In this article, Scott presents how quickly agile software development starts to provide value and how this factor can help pitching the positive bottom line impact of agile. There is though a parameter that management will also consider in this board game: an agile team is significantly more expensive than a traditional one. Agile teams are usually staffed with seasoned developers who are generalizing specialists: these species are more expensive that the usual programmers and analysts traditionally managed projects are used to deal with. And this is without mentioning the folly of co-located teams when you can have cheap and qualified labor near or off management shores!
Hence the comparison graph of the total software project costs will probably look like this...

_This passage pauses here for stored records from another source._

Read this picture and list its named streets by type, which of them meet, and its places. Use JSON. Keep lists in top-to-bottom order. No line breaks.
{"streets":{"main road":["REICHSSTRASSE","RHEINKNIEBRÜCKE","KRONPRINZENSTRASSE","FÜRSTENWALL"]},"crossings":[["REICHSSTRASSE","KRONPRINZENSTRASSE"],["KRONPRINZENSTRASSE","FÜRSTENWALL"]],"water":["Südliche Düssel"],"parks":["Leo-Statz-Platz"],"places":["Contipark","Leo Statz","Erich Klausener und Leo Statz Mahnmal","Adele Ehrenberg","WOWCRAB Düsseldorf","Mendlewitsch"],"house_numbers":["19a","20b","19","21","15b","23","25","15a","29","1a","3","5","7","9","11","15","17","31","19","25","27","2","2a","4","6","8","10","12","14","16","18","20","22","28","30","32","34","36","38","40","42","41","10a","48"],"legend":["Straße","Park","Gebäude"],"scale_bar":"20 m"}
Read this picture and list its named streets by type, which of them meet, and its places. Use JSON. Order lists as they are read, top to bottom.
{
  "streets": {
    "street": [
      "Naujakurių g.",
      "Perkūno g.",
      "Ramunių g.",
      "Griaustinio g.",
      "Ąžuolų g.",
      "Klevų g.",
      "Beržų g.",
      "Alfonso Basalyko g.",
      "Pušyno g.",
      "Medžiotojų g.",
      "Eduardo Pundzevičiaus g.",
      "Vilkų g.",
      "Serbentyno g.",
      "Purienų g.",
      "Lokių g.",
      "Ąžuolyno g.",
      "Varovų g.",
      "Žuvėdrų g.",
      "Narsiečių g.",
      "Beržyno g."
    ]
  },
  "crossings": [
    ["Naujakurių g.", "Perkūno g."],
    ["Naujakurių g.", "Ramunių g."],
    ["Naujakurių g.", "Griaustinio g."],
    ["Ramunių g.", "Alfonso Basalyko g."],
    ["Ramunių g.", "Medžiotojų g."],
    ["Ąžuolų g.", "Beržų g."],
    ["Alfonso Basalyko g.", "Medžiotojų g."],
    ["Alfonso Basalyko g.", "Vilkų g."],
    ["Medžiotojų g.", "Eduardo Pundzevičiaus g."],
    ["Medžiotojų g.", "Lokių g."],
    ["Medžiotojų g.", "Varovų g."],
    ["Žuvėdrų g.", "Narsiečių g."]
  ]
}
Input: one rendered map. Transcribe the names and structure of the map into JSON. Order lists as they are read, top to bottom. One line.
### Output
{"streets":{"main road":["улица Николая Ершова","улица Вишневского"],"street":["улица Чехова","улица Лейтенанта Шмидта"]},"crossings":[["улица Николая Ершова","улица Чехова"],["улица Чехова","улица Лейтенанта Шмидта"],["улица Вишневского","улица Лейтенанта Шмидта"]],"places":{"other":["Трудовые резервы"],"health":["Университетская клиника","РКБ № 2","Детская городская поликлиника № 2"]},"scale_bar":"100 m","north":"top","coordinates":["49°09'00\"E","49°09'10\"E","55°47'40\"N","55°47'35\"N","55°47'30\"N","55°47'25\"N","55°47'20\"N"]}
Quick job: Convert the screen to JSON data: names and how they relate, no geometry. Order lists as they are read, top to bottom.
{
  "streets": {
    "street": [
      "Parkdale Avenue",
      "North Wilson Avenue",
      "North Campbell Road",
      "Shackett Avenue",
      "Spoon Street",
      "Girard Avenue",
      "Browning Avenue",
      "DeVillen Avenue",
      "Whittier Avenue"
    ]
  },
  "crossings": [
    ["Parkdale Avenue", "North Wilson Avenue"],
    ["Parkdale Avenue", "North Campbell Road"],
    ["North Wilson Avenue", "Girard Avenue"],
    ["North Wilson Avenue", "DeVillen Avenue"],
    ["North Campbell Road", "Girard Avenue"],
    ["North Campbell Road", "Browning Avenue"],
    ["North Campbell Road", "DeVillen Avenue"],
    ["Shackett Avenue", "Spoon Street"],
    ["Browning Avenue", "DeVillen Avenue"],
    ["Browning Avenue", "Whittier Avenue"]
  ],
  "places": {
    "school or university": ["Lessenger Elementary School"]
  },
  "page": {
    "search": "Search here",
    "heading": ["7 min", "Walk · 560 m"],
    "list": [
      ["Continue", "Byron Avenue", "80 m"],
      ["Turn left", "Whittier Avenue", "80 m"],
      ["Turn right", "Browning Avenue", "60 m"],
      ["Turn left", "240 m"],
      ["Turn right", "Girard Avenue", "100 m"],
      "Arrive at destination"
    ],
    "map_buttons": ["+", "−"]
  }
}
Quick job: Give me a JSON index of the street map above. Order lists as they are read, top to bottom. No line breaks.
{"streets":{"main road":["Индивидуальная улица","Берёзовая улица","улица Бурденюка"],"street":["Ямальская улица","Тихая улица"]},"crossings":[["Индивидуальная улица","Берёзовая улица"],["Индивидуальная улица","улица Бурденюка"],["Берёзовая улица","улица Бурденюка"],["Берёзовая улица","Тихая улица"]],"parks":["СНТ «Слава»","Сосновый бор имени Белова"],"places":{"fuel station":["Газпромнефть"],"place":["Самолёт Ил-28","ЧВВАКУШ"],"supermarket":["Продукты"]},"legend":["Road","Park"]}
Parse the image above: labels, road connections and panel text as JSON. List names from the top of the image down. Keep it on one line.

... with the green line showing the cost of agile approaches while the red one shows the cost of traditional ones. So this is good news: agile still beats traditional over time! Yes, but the big question is how far in the product life time line will management look when making their decision. It might sound obvious that the whole life time will be considered always but it is not.
There are situations where management will have a narrow sight on this:
- Organizational reasons: Maintenance of the product will be handed-off to a different unit, unconnected with the current managers. This happens in large structures and the point in the hierarchical pyramid where development and maintenance management chains meet is so high that no-one will look into how decisions on one side affects the other.
- Personal reasons: upcoming promotion or retirement can make a particular manager not inclined into looking too far in the future. Though this might sound unprofessional or rare, with the baby boomers now on the departure, this situation will occur more than you think.
... your pitch might be very difficult! In that case, you will have to be agile and re-factor the pitch to focus it more on time to market or quality aspects rather than sticking to the money side.